• **What to do**:
From the line containing "714px,867px 736px,847px 743px,843px" down to the line containing "745px,701px 798px,649px 808px,636px" in the records below, reproduce every line exactly, ends included, and omit all others.

• **Materials provided**:
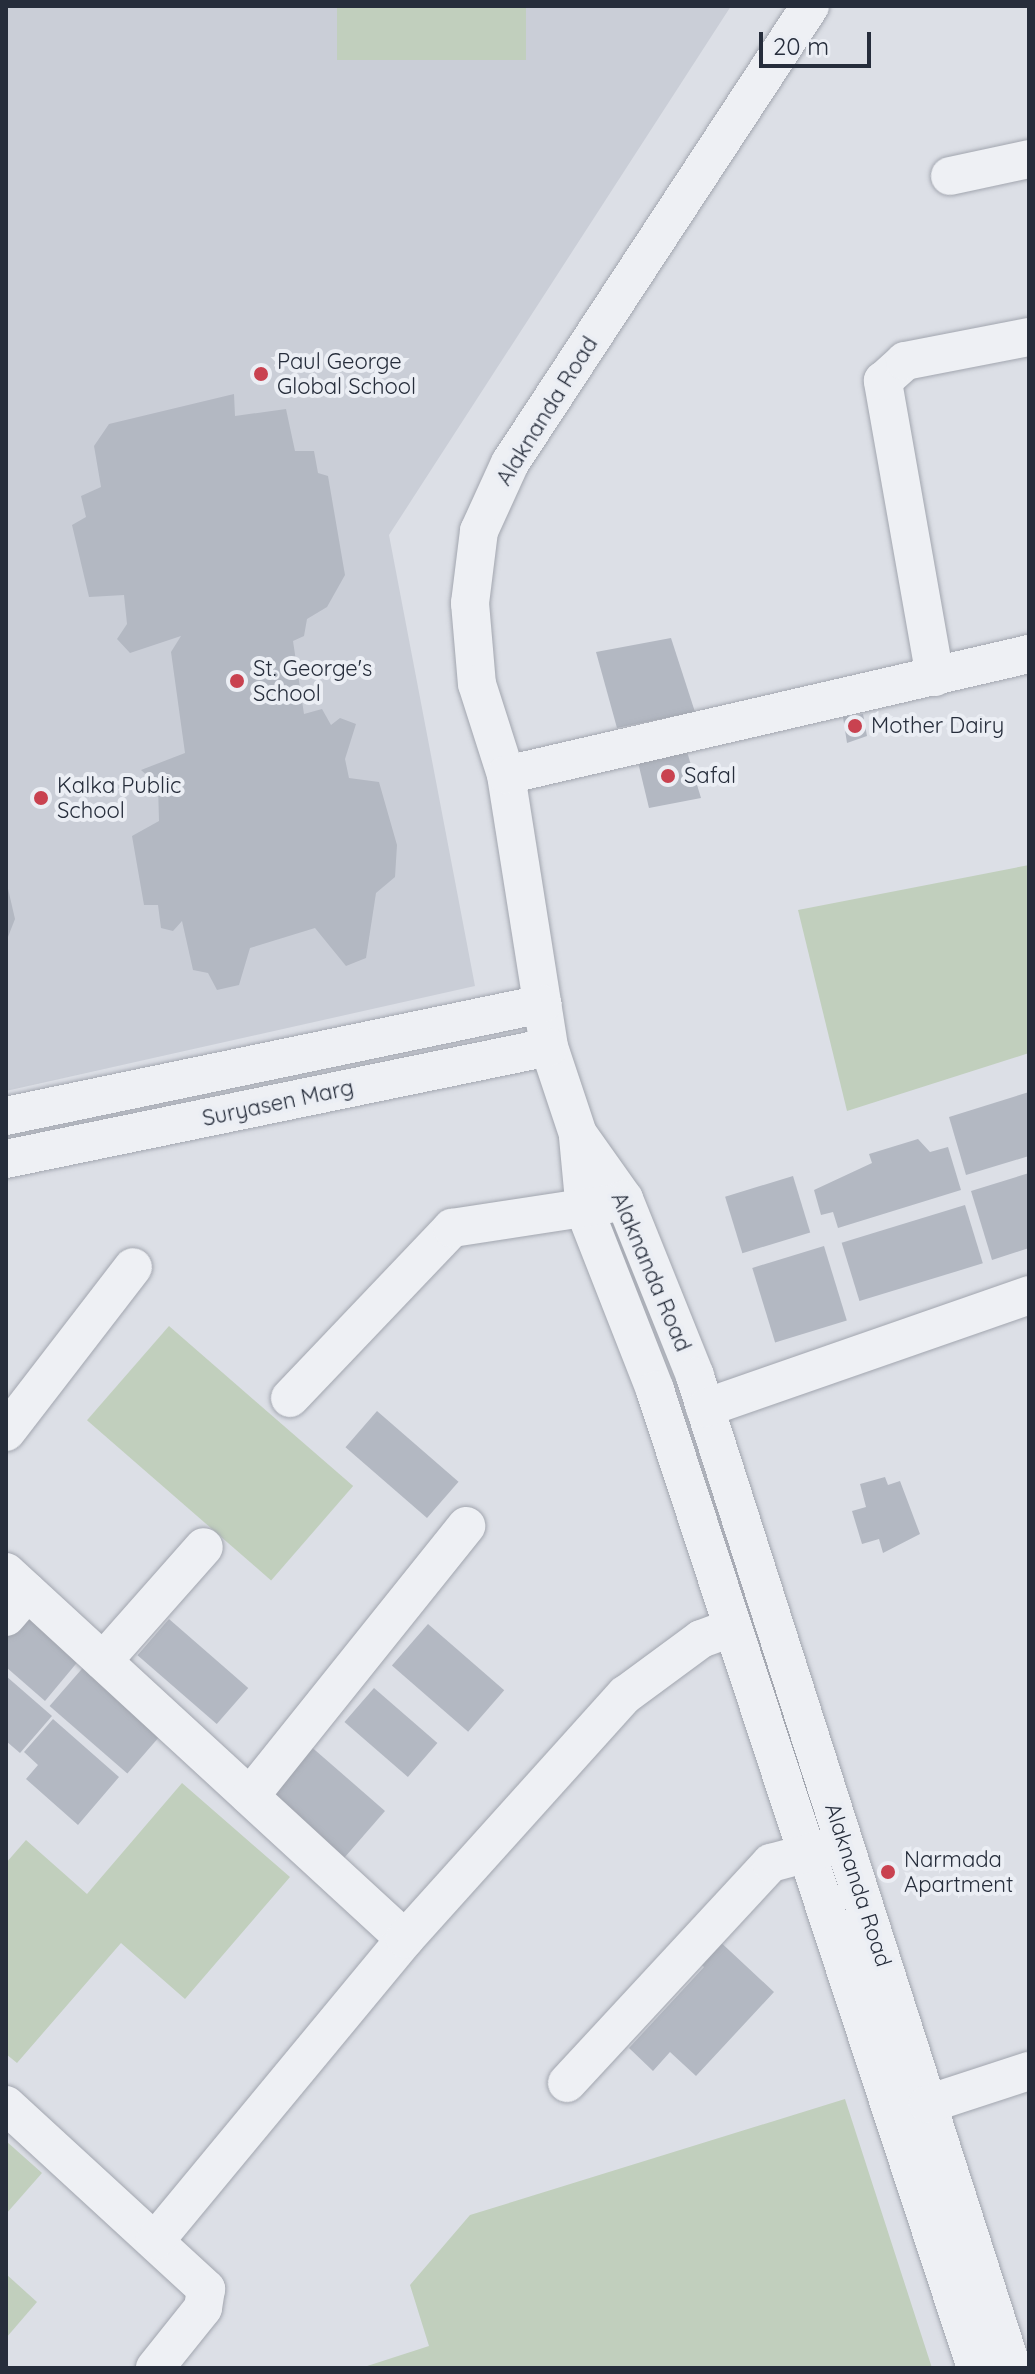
<!DOCTYPE html>
<html>
<head>
<meta charset="utf-8">
<style>
  body { margin:0 }
  #map { position:relative; width:1035px; height:2374px; overflow:hidden; background:#dcdfe6; font-family:Quicksand,sans-serif }
  div>[style] { position:absolute }
  [style*='--x'] { left:calc(var(--x)*1px); top:calc(var(--y)*1px); width:calc(var(--w)*1px); rotate:calc(var(--a)*1deg) }
  .built>* { inset:0; background:#caced7 }
  .green>* { inset:0; background:#c1cfbd; transform-origin:0 0 }
  .building>* { inset:0; background:#b3b8c2; transform-origin:0 0 }
  .roads { filter:drop-shadow(0 0 2px #a2a6af) drop-shadow(0 0 2px #a2a6af) }
  .minor>* { height:38px; margin:-19px; padding:0 19px; transform-origin:19px; border-radius:19px; background:#eef0f4 }
  .dots>* { width:22px; height:22px; translate:-50% -50%; box-sizing:border-box; border:4px solid #ebeef4; border-radius:50% }
  span { translate:-50% -50%; white-space:nowrap; text-align:center; line-height:1.15; -webkit-text-stroke:8px #ebeef4; paint-order:stroke }
  .poi-label { font-size:22px; color:#262d3b }
  .left { translate:0 -50%; text-align:left }
  .street-label { font-size:22px; color:#262d3b }
  .frame { position:absolute; inset:0; border:8px solid #262d3b; pointer-events:none }
  .scale { position:absolute; left:759px; top:32px; width:112px; height:36px; box-sizing:border-box; border:4px solid #262d3b; border-top:0; padding-left:10px; font-size:24px; line-height:28px; white-space:nowrap; color:#262d3b; -webkit-text-stroke:6px #ebeef4; paint-order:stroke }
</style>
</head>
<body>
<div id="map">
  <div class="built">
    <div style="clip-path:polygon(6px 6px,731px 6px,389px 535px,475px 986px,6px 1091px)"></div>
  </div>
  <div class="green">
    <div style="left:337px;top:6px;width:189px;height:54px"></div>
    <div style="clip-path:polygon(1029px 865px,1029px 1053px,847px 1111px,798px 910px)"></div>
    <div style="left:169px;top:1326px;width:244px;height:125px;rotate:41deg"></div>
    <div style="clip-path:polygon(182px 1783px,290px 1877px,185px 1999px,121px 1943px,17px 2063px,6px 2054px,6px 1863px,26px 1840px,87px 1894px)"></div>
    <div style="clip-path:polygon(845px 2099px,932px 2368px,361px 2368px,429px 2346px,410px 2285px,470px 2215px)"></div>
    <div style="clip-path:polygon(6px 2141px,42px 2173px,6px 2214px)"></div>
    <div style="clip-path:polygon(6px 2274px,37px 2302px,6px 2338px)"></div>
  </div>
  <div class="building">
    <div style="clip-path:polygon(234px 394px,235px 416px,286px 409px,295px 451px,314px 451px,318px 473px,328px 476px,345px 575px,327px 607px,307px 619px,304px 636px,293px 641px,304px 714px,322px 709px,331px 725px,340px 718px,356px 724px,345px 759px,349px 778px,379px 782px,397px 845px,395px 877px,376px 893px,366px 958px,346px 966px,315px 928px,250px 948px,239px 985px,217px 990px,208px 973px,193px 970px,182px 921px,173px 931px,161px 928px,158px 905px,144px 905px,132px 836px,159px 821px,158px 785px,141px 770px,185px 753px,171px 652px,181px 636px,130px 653px,117px 639px,127px 624px,124px 595px,89px 597px,72px 525px,86px 517px,81px 496px,101px 487px,94px 446px,109px 424px)"></div>
    <div style="clip-path:polygon(671px 638px,695px 712px,617px 728px,596px 652px)"></div>
    <div style="clip-path:polygon(863px 714px,867px 736px,847px 743px,843px 717px)"></div>
    <div style="clip-path:polygon(685px 745px,701px 798px,649px 808px,636px 754px)"></div>
    <div style="clip-path:polygon(6px 880px,15px 919px,6px 942px)"></div>
    <div style="clip-path:polygon(1029px 1092px,1029px 1156px,966px 1175px,949px 1117px)"></div>
    <div style="clip-path:polygon(918px 1139px,930px 1152px,948px 1147px,961px 1190px,838px 1228px,833px 1212px,821px 1215px,814px 1190px,872px 1163px,869px 1154px)"></div>
    <div style="clip-path:polygon(1029px 1173px,1029px 1248px,992px 1260px,971px 1191px)"></div>
    <div style="left:793px;top:1176px;width:59px;height:71px;rotate:73deg"></div>
    <div style="left:965px;top:1205px;width:61px;height:129px;rotate:73deg"></div>
    <div style="left:824px;top:1246px;width:78px;height:75px;rotate:73deg"></div>
    <div style="left:377px;top:1411px;width:108px;height:48px;rotate:41deg"></div>
    <div style="clip-path:polygon(885px 1477px,888px 1485px,900px 1481px,920px 1534px,883px 1553px,879px 1539px,862px 1544px,852px 1511px,866px 1507px,860px 1484px)"></div>
    <div style="clip-path:polygon(24px 1611px,80px 1659px,45px 1701px,6px 1667px,6px 1631px)"></div>
    <div style="left:169px;top:1619px;width:105px;height:48px;rotate:41deg"></div>
    <div style="left:428px;top:1624px;width:101px;height:55px;rotate:41deg"></div>
    <div style="left:87px;top:1663px;width:103px;height:57px;rotate:41deg"></div>
    <div style="clip-path:polygon(6px 1676px,52px 1716px,20px 1753px,6px 1741px)"></div>
    <div style="left:374px;top:1688px;width:84px;height:45px;rotate:41deg"></div>
    <div style="clip-path:polygon(53px 1719px,119px 1777px,78px 1825px,26px 1779px,38px 1765px,24px 1752px)"></div>
    <div style="left:308px;top:1744px;width:102px;height:67px;rotate:41deg"></div>
    <div style="clip-path:polygon(715px 1937px,774px 1992px,696px 2076px,670px 2052px,653px 2071px,629px 2048px,704px 1967px,694px 1958px)"></div>
  </div>
  <div class="roads">
    <div class="minor">
      <div style="--x:810;--y:6;--w:547;--a:123.28"></div>
      <div style="--x:510;--y:463;--w:75;--a:114.5"></div>
      <div style="--x:479;--y:531;--w:73;--a:97.1"></div>
      <div style="--x:470;--y:603;--w:81;--a:85.1"></div>
      <div style="--x:477;--y:684;--w:96;--a:72.3"></div>
      <div style="--x:506;--y:775;--w:275;--a:81"></div>
      <div style="--x:549;--y:1047;--w:92;--a:71.6"></div>
      <div style="--x:578;--y:1134;--w:80;--a:54.7"></div>
      <div style="--x:624;--y:1199;--w:191;--a:68.1"></div>
      <div style="--x:695;--y:1376;--w:1041;--a:72.28"></div>
      <div style="--x:950;--y:176;--w:81;--a:-12.1"></div>
      <div style="--x:935;--y:677;--w:301;--a:-100"></div>
      <div style="--x:883;--y:381;--w:30;--a:-42"></div>
      <div style="--x:905;--y:361;--w:126;--a:-11"></div>
      <div style="--x:506;--y:775;--w:537;--a:-13.03"></div>
      <div style="--x:6;--y:1116;--w:548;--a:-11.8"></div>
      <div style="--x:578;--y:1137;--w:74;--a:84.6"></div>
      <div style="--x:585;--y:1211;--w:192;--a:68.6"></div>
      <div style="--x:655;--y:1390;--w:1029;--a:71.83"></div>
      <div style="--x:6;--y:1159;--w:554;--a:-11.65"></div>
      <div style="--x:290;--y:1398;--w:235;--a:-46.4"></div>
      <div style="--x:452;--y:1228;--w:158;--a:-8.7"></div>
      <div style="--x:705;--y:1408;--w:343;--a:-19.2"></div>
      <div style="--x:6;--y:1432;--w:208;--a:-52.4"></div>
      <div style="--x:6;--y:1572;--w:542;--a:42.61"></div>
      <div style="--x:6;--y:1617;--w:33;--a:-49"></div>
      <div style="--x:103;--y:1661;--w:152;--a:-48.5"></div>
      <div style="--x:250;--y:1796;--w:346;--a:-51.3"></div>
      <div style="--x:567;--y:2083;--w:300;--a:-47.2"></div>
      <div style="--x:771;--y:1863;--w:65;--a:-15.1"></div>
      <div style="--x:928;--y:2104;--w:106;--a:-18.1"></div>
      <div style="--x:6;--y:2105;--w:272;--a:42.6"></div>
      <div style="--x:206;--y:2289;--w:19;--a:99"></div>
      <div style="--x:203;--y:2308;--w:77;--a:128.7"></div>
      <div style="--x:155;--y:2241;--w:392;--a:-50.4"></div>
      <div style="--x:405;--y:1939;--w:329;--a:-48"></div>
      <div style="--x:625;--y:1695;--w:94;--a:-36.4"></div>
      <div style="--x:701;--y:1639;--w:33;--a:-20"></div>
    </div>
  </div>
  <div class="dots">
    <div style="left:261px;top:374px;background:#c94250"></div>
    <div style="left:237px;top:681px;background:#c94250"></div>
    <div style="left:855px;top:726px;background:#c94250"></div>
    <div style="left:668px;top:776px;background:#c94250"></div>
    <div style="left:41px;top:798px;background:#c94250"></div>
    <div style="left:888px;top:1872px;background:#c94250"></div>
  </div>
  <div class="poi-label">
    <span class="left" style="left:277px;top:374px">Paul George<br>Global School</span>
    <span class="left" style="left:253px;top:681px">St. George's<br>School</span>
    <span class="left" style="left:871px;top:726px">Mother Dairy</span>
    <span class="left" style="left:684px;top:776px">Safal</span>
    <span class="left" style="left:57px;top:798px">Kalka Public<br>School</span>
    <span class="left" style="left:904px;top:1872px">Narmada<br>Apartment</span>
  </div>
  <div class="street-label">
    <span style="left:547px;top:411px;rotate:-58deg">Alaknanda Road</span>
    <span style="left:278px;top:1103px;rotate:-12deg">Suryasen Marg</span>
    <span style="left:651px;top:1272px;rotate:67deg">Alaknanda Road</span>
    <span style="left:858px;top:1885px;rotate:72deg">Alaknanda Road</span>
  </div>
  <div class="frame"></div>
  <div class="scale">20 m</div>
</div>
</body>
</html>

• **Solution for this problem**:
    <div style="clip-path:polygon(863px 714px,867px 736px,847px 743px,843px 717px)"></div>
    <div style="clip-path:polygon(685px 745px,701px 798px,649px 808px,636px 754px)"></div>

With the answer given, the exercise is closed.